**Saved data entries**

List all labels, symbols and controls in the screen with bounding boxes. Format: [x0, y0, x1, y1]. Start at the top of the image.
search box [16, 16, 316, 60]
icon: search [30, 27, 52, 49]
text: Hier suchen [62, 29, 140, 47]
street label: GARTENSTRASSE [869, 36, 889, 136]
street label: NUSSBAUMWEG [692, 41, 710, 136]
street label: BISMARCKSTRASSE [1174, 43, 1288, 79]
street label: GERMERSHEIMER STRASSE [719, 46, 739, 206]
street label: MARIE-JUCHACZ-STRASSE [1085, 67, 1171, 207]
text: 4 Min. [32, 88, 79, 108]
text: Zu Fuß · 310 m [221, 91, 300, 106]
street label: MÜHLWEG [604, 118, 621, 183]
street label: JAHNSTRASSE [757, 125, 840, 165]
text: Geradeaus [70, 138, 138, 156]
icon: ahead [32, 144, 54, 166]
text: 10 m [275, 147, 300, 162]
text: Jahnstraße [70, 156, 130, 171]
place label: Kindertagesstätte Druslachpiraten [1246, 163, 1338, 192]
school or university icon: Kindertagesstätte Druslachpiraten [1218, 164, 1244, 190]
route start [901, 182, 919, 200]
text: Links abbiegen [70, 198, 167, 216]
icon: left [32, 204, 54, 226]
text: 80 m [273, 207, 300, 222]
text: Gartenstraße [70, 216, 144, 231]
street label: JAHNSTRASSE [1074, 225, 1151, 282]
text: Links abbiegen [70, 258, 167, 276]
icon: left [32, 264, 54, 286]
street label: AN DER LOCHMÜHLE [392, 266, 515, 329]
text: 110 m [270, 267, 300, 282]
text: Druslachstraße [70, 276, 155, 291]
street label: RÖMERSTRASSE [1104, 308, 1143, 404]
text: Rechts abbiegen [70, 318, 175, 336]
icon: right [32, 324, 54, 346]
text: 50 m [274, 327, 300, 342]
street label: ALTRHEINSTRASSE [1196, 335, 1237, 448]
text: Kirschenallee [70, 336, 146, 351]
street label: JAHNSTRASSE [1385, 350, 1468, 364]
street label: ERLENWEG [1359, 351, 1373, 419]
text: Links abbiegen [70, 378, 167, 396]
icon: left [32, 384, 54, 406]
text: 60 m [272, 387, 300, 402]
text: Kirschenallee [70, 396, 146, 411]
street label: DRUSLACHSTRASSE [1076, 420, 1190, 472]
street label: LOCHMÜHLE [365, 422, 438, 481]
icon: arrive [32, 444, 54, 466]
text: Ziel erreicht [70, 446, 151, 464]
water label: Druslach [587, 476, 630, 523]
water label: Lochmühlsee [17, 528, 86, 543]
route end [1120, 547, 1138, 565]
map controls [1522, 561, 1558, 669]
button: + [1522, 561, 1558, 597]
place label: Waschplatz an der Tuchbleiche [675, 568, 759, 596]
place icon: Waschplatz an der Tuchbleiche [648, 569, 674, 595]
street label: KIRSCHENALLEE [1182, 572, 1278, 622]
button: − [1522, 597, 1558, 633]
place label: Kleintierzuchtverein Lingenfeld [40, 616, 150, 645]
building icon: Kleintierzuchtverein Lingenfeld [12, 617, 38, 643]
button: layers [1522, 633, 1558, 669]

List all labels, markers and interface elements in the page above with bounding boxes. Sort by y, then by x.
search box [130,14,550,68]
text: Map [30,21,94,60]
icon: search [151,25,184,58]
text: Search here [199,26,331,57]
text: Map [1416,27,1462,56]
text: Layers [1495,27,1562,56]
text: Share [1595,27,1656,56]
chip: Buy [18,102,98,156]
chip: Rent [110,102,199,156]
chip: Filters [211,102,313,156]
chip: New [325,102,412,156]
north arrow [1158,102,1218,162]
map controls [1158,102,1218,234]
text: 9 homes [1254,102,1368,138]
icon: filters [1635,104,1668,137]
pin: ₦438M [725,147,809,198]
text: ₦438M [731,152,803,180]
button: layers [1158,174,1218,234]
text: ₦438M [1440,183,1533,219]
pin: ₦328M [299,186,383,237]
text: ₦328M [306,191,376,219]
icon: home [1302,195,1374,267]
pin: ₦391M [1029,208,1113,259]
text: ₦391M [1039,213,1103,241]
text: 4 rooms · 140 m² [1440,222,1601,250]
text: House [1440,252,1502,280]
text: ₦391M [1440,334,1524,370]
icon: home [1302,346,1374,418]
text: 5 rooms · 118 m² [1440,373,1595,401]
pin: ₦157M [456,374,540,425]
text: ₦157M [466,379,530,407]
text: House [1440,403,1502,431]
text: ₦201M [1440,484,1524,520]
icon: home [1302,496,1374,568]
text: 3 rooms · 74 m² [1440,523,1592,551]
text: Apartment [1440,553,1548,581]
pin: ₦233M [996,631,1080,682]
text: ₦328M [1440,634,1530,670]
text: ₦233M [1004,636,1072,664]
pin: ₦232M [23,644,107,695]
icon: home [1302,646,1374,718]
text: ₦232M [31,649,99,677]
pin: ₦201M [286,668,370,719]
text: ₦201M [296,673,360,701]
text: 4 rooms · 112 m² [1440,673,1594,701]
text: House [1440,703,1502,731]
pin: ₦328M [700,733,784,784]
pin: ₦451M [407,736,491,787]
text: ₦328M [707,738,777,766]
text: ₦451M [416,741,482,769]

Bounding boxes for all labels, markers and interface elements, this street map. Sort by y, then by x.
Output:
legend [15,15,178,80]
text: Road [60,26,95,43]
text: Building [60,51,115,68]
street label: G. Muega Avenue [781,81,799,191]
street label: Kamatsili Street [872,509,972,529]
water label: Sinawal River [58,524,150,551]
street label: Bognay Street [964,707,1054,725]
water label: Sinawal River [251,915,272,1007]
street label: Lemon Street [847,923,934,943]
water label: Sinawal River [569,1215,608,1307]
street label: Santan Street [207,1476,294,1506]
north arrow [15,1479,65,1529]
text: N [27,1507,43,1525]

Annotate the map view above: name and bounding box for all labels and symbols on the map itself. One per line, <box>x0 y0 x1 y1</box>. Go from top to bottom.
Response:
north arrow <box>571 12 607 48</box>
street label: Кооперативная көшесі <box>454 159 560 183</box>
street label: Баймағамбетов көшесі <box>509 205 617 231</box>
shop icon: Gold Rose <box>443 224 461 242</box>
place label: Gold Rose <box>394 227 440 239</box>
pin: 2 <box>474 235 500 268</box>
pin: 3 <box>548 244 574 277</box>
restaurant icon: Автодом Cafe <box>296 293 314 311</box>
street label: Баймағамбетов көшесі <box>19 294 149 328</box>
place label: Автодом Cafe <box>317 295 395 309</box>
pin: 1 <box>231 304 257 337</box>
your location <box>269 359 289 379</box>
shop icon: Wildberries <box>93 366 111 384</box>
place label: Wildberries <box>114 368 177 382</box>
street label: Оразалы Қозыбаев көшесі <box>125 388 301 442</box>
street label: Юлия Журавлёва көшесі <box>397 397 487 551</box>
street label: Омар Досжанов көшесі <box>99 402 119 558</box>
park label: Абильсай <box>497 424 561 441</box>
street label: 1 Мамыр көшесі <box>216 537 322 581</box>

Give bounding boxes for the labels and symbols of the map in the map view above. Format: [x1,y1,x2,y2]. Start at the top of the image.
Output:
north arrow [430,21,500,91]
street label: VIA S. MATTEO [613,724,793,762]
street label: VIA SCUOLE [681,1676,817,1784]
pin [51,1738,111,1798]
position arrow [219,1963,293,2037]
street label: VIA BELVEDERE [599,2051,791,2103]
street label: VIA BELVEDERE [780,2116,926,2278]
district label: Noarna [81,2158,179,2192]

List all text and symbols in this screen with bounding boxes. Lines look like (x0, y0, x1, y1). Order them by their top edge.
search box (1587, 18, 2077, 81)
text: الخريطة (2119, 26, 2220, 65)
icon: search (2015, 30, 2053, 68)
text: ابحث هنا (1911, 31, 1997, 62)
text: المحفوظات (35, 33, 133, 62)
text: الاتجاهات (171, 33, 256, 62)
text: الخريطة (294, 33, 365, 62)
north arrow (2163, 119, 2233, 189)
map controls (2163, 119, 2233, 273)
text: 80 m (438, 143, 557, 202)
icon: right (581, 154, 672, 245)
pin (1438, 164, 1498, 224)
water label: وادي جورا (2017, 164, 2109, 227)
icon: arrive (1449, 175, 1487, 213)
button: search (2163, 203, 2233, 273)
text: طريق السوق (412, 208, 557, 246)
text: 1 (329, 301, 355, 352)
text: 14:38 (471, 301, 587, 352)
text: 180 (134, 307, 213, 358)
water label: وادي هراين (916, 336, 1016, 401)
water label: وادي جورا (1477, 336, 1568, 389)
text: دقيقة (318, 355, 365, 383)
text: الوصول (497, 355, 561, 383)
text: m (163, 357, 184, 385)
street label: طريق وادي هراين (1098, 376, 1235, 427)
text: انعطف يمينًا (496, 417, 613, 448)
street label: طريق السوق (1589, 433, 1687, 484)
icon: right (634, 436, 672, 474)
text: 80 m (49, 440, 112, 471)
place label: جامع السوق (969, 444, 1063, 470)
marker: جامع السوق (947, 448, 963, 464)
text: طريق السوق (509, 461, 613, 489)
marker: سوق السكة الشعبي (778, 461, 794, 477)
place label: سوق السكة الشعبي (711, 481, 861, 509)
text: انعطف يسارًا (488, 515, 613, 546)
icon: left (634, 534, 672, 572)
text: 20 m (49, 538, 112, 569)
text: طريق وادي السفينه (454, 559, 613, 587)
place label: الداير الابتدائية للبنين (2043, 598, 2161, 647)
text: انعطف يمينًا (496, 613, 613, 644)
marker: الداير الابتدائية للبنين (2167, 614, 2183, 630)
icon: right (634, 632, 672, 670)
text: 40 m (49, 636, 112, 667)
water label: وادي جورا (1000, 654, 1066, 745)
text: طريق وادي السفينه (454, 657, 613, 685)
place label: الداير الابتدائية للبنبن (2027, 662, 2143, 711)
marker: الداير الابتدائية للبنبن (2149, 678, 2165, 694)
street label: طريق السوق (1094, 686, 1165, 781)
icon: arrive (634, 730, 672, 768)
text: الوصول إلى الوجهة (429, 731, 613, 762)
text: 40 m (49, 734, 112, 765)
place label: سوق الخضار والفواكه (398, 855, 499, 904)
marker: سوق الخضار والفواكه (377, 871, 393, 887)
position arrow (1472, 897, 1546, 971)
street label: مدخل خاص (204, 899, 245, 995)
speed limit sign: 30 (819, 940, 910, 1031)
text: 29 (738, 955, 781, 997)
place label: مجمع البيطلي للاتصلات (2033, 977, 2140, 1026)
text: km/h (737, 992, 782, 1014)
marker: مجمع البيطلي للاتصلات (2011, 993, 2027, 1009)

**Exercise directions**
Copy out, in full, each line above that has the word "markers" in it.

**Exercise output**
List all labels, markers and interface elements in the page above with bounding boxes. Sort by y, then by x.
Bounding boxes for all labels, markers and interface elements, this street map. Sort by y, then by x.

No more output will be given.